Deploying Windows Server 2012 without Installer

My Setup

My dedicated server has two identical 3TB hard drives and a single public IPv4 address. The hoster offers a free remote console but charges for attaching an optical or USB device. The server was running Windows Server 2008 R2 with the Hyper-V role installed.
Based on this setup I wanted to migrate to Windows Server 2012 without having to pay for attaching an installation medium. Therefore, I decided to upgrade “in-place” – meaning that I installed the new OS from the old one still running on it. The hardest part was getting the boot loader to work correctly … but first things first …
Note: If you have not made the switch ti UEFI yet, some of the commands are slightly different. I added some notes to point you in the right correction but I have not tested the contents of this article on a BIOS-based system.

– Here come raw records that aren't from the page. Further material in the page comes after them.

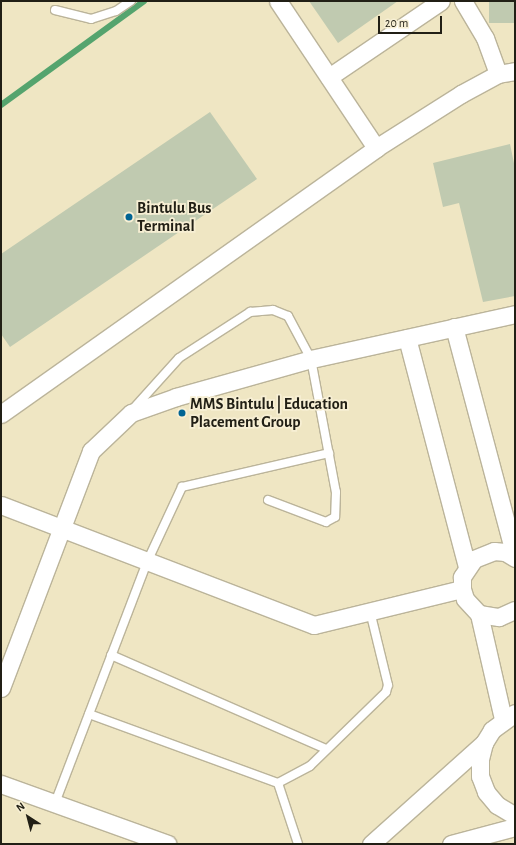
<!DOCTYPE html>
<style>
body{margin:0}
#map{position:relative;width:516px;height:845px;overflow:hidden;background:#f7efd4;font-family:"Alegreya Sans",sans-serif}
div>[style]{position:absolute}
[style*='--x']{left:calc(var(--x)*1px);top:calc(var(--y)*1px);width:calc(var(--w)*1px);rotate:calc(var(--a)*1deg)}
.built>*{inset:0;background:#efe6c3;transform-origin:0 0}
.stream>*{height:6px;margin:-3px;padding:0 3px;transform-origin:3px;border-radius:3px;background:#55a46e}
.building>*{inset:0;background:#c0cab0;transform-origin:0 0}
.roads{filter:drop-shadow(1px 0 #bbb49a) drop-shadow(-1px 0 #bbb49a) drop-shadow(0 1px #bbb49a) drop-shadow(0 -1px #bbb49a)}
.lane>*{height:8px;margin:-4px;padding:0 4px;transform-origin:4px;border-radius:4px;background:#fff}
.street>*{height:17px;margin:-8.5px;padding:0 8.5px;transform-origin:8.5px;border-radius:8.5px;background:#fff}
.dots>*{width:11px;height:11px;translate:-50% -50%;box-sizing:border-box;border:2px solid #f7efd4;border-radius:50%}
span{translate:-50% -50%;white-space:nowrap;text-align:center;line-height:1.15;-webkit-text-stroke:3.5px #f7efd4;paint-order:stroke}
.poi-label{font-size:16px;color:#211f15;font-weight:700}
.left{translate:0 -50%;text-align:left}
.frame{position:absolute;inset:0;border:2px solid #211f15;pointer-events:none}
.north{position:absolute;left:8px;top:797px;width:40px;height:40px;-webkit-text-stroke:3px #f7efd4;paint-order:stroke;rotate:324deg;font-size:11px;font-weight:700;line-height:16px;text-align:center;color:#211f15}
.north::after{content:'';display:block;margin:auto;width:14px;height:18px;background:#211f15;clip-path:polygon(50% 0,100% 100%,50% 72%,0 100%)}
.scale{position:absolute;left:378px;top:16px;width:64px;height:18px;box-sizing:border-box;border:2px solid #211f15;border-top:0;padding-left:5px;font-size:12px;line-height:14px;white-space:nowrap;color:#211f15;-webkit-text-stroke:3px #f7efd4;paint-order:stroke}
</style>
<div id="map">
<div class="built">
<div style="left:1px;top:1px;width:514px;height:843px"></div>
</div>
<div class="stream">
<div style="--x:1;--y:105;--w:177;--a:-36"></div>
</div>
<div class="building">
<div style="clip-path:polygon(309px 1px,398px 1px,338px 43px)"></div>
<div style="left:489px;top:1px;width:26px;height:22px"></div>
<div style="clip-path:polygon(210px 112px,257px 179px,10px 347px,1px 334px,1px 254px)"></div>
<div style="clip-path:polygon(510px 144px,515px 168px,515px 296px,483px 302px,459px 203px,443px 207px,433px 163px)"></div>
</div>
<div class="roads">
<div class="lane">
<div style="--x:55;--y:10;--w:37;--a:14"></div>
<div style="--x:91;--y:19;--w:26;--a:-18"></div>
<div style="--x:116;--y:11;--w:18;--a:-34"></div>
<div style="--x:134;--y:408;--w:67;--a:-48"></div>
<div style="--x:179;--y:358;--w:85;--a:-32.9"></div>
<div style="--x:250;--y:312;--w:23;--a:-5"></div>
<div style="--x:273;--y:310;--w:16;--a:22"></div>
<div style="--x:288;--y:316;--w:49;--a:61.9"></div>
<div style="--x:311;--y:359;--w:135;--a:79.4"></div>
<div style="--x:336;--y:492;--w:25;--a:92"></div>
<div style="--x:335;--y:517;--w:10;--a:151"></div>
<div style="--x:326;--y:522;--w:62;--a:-159.2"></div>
<div style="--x:111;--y:655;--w:235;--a:23.6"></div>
<div style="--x:89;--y:714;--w:201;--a:20.1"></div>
<div style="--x:278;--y:783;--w:36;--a:-28"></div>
<div style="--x:310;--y:766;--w:106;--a:-44.2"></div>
<div style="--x:386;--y:692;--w:7;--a:-74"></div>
<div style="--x:388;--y:685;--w:76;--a:-103.7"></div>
<div style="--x:278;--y:783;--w:64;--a:71.8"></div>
<div style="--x:55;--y:803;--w:258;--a:-69.1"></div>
<div style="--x:147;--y:562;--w:83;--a:-65"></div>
<div style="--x:182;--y:487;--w:151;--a:-13"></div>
</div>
<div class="street">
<div style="--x:278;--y:1;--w:177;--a:56.3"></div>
<div style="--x:463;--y:1;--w:43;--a:59.3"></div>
<div style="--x:485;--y:38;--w:38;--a:70"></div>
<div style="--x:329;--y:77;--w:135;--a:-34.2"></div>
<div style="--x:454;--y:327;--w:238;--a:75.1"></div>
<div style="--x:407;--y:338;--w:237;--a:75.3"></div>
<div style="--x:1;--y:414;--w:460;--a:-35.3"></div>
<div style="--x:376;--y:148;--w:101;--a:-32.4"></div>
<div style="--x:461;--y:94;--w:42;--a:-28.4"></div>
<div style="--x:498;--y:74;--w:17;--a:-10"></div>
<div style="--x:1;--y:505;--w:335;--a:21"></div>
<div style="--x:314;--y:625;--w:152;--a:-13.7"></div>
<div style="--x:515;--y:558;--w:12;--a:-149"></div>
<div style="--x:505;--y:552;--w:11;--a:-175"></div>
<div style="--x:494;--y:551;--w:22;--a:158"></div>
<div style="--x:474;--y:559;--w:22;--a:124"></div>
<div style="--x:462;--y:577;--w:12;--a:90"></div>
<div style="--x:462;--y:589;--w:10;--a:73"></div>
<div style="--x:465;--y:599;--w:21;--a:47"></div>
<div style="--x:479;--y:614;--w:20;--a:9"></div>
<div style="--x:499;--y:617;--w:17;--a:-24"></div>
<div style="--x:479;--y:614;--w:108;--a:77.1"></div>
<div style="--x:1;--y:688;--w:254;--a:-69.2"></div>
<div style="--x:91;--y:451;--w:55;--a:-43.5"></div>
<div style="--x:131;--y:413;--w:48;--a:-19.6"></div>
<div style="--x:176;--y:397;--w:140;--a:-15.7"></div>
<div style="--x:311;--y:359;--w:209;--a:-12.4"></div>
<div style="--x:515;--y:713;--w:29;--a:144"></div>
<div style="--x:492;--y:730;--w:15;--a:122"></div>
<div style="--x:484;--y:743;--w:16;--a:104"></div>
<div style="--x:480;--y:759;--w:17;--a:90"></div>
<div style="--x:480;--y:776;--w:17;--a:69"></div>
<div style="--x:486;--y:792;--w:17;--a:50"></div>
<div style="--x:497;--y:805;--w:21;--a:31"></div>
<div style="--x:1;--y:784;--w:177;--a:19.8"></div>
<div style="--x:371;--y:844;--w:152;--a:-41.8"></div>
<div style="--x:451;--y:844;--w:66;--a:-14.9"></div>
</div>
</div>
<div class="dots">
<div style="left:129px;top:217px;background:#006493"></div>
<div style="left:182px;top:413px;background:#006493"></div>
</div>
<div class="poi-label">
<span class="left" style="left:137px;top:217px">Bintulu Bus<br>Terminal</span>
<span class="left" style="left:190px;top:413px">MMS Bintulu | Education<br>Placement Group</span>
</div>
<div class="frame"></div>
<div class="north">N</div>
<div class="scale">20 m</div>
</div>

The following commands create four partitions: 300MB for separating WinRE, 100MB for a FAT32-formatted EFI boot partition, 128MB for a Microsoft Reserved (MSR) partition and a OS partition taking up the remaining space. In my case, I later shrinked the OS partition to accomodate for additional partitions.
clean
convert gpt
rem == 1. Microsoft Reserved (MSR) partition =======
rem == this partition is created during conversion to GPT
rem == 2. System partition =========================
create partition efi size=100
format quick fs=fat32 label="System"
assign letter="S"
rem == 3. Windows RE tools partition =============== 
create partition primary size=300
format quick fs=ntfs label="Windows RE tools"
assign letter="T"
set id="de94bba4-06d1-4d40-a16a-bfd50179d6ac"
gpt attributes=0x8000000000000001
rem == 4. Windows partition ========================
create partition primary
format quick fs=ntfs label="Windows"
assign letter="W"
diskpart can also provide a quick overview which partitions are assigned a drive letter by running list volume.
Note: For BIOS/MBR based systems, you will have to leave out the conversion to GPT (second command) and the second partition in the list (system partition).